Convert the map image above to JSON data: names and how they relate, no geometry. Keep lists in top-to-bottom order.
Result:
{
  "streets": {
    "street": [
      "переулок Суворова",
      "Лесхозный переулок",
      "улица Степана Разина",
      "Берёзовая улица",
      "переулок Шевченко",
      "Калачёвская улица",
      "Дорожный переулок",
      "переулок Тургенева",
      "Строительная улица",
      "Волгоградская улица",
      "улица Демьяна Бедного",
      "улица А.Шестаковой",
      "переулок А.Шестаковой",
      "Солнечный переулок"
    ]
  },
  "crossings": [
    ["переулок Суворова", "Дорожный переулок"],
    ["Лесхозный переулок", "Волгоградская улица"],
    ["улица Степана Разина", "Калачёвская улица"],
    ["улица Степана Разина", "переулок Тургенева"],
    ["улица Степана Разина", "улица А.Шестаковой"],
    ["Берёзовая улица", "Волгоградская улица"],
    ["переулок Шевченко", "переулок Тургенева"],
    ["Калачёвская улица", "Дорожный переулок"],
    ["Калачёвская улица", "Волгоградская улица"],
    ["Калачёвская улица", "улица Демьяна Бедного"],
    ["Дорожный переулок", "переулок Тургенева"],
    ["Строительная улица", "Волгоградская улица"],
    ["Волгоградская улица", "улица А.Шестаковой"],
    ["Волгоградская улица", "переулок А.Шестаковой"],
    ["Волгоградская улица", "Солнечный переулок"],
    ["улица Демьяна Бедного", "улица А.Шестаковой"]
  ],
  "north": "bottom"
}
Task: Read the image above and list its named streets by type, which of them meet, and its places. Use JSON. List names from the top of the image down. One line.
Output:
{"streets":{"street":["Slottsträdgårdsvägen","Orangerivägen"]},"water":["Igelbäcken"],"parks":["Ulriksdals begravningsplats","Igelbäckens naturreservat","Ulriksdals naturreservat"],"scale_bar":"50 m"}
........
◆ **WHAT YOU ARE ASKED TO DO**:
Filter the preceding entries down to the lines with "image".

◆ **THE ANSWER**:
Convert the map image above to JSON data: names and how they relate, no geometry. Keep lists in top-to-bottom order.
Task: Read the image above and list its named streets by type, which of them meet, and its places. Use JSON. List names from the top of the image down. One line.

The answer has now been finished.